Here's the thing about Long Shot. Much like most other Seth Rogen movies, this will be more or less enjoyable depending on how you can handle Rogen. I tend to enjoy him onscreen but there's no denying that he's very often the same "lovable stoner" character in almost all of his films. You get the occasional statement about drugs helping people be relaxed and happier, you get him laughing his recognisable laugh, and you get him being wide-eyed and incredulous as events unfold around him that leave viewers in the same way. There's more to enjoy here, but it will still depend on whether or not you can put up with Rogen in the lead role.

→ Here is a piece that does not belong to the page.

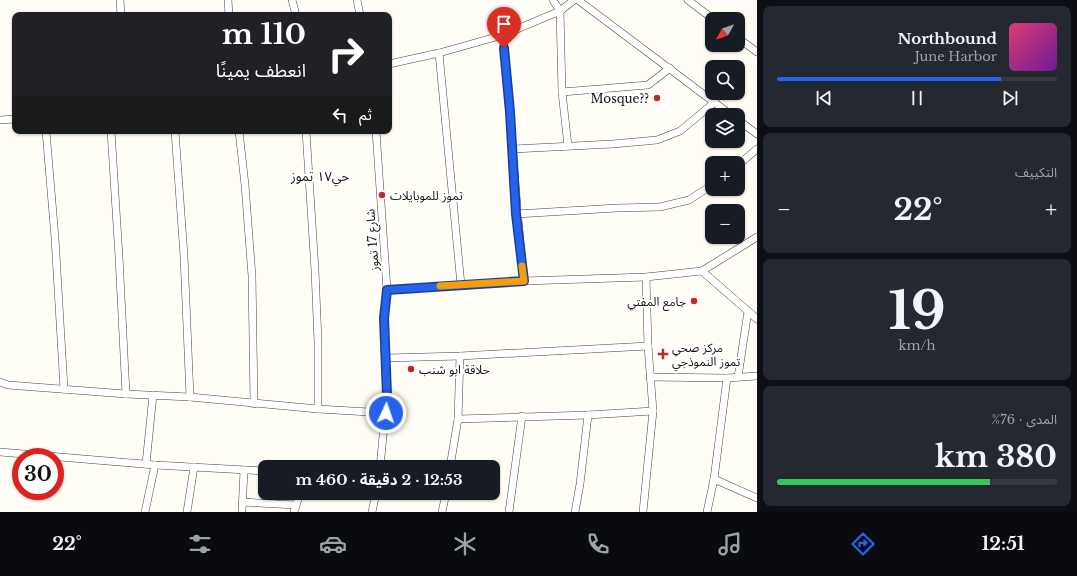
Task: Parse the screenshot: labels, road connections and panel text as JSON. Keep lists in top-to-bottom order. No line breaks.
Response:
{"streets":{"street":["شارع 17 تموز"]},"districts":["حي۱۷ تموز"],"places":{"other":["Mosque??","تموز للموبايلات","جامع المفتي","حلاقة ابو شنب"],"health":["مركز صحي تموز النموذجي"]},"north":"bottom left","page":{"map_buttons":["+","−"],"turn":["110 m","انعطف يمينًا"],"song":["Northbound","June Harbor"],"then":"ثم","tile":["التكييف",["19","km/h"],["المدى · 76%","380 km"]],"heat":["−","22°","+"],"limit":"30","trip":"12:53 · 2 دقيقة · 460 m","tabs":["12:51","22°"]}}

Although the heart of the film is a romantic comedy, Sterling and Hannah do a good job of mixing in a strong strand about the slippery slope of compromising your beliefs, and the realities of getting results while you're trying to build support for something that may seem fresh and radical to some. The film isn't exactly bogged down by the politics, really just trying to milk the whole scenario for more laughs, but it does enough throughout to ground the laughs, certainly never feeling as ridiculous or unbelievable as it could.

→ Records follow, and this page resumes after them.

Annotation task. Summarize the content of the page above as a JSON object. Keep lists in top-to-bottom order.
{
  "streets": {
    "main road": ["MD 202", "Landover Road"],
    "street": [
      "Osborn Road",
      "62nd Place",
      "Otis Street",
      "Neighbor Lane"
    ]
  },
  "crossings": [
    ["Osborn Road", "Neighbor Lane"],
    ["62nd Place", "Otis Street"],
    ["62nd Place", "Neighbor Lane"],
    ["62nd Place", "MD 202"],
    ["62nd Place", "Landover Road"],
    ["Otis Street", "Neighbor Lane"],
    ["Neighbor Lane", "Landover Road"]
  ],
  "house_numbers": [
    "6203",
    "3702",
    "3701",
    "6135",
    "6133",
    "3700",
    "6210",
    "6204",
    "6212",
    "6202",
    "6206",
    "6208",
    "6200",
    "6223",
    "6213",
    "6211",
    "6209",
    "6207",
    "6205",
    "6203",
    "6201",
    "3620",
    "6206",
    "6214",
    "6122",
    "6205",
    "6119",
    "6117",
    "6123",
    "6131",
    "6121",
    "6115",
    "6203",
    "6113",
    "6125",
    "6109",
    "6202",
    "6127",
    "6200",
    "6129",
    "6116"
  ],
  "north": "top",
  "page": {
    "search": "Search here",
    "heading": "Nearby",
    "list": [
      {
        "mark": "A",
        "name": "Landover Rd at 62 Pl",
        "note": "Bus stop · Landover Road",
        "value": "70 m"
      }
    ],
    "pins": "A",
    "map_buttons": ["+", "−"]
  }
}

A lot of that is also down to Theron. I don't know about you, but I would vote for her. She's smart, witty, passionate about her chosen main cause, and also Charlize Theron. Rogen being paired up with her seems very unlikely, but it works better than it should because of him finding it as hard to believe as everyone watching the film. Bob Odenkirk is a lot of fun as the current POTUS, who landed his position after years of TV work and now wants to move on to a career in movies, June Diane Raphael and Ravi Patel are both a lot of fun as advisers to Theron's character, and Jackson Jr does just fine as the supportive friend. Another highlight is Alexander Skarsgård, playing a handsome Canadian Prime Minister (or, I guess, just a Canadian Prime Minister, the handsome part comes from him being Alexander Skarsgård) who is always looking to enjoy the company of Theron's character, and their chemistry together seems to often provide a small boost in their approval ratings.

Surprisingly sweet at times, Long Shot is a well-made rom-com that hits all of the expected notes throughout, yet also feels a bit different, thanks to the raunchier and more outlandish moments (Theron being unexpectedly called into an emergency military negotiation is a VERY funny sequence). Levine works well with Rogen, as well as everyone else involved, and this is an amusing diversion, managing to somehow avoid overstaying its welcome, despite clocking in at about two hours. It also has the funniest . . . orgasm fluid . . . gag I have seen since There's Something About Mary.


You can buy the movie here.
Americans can buy the movie here.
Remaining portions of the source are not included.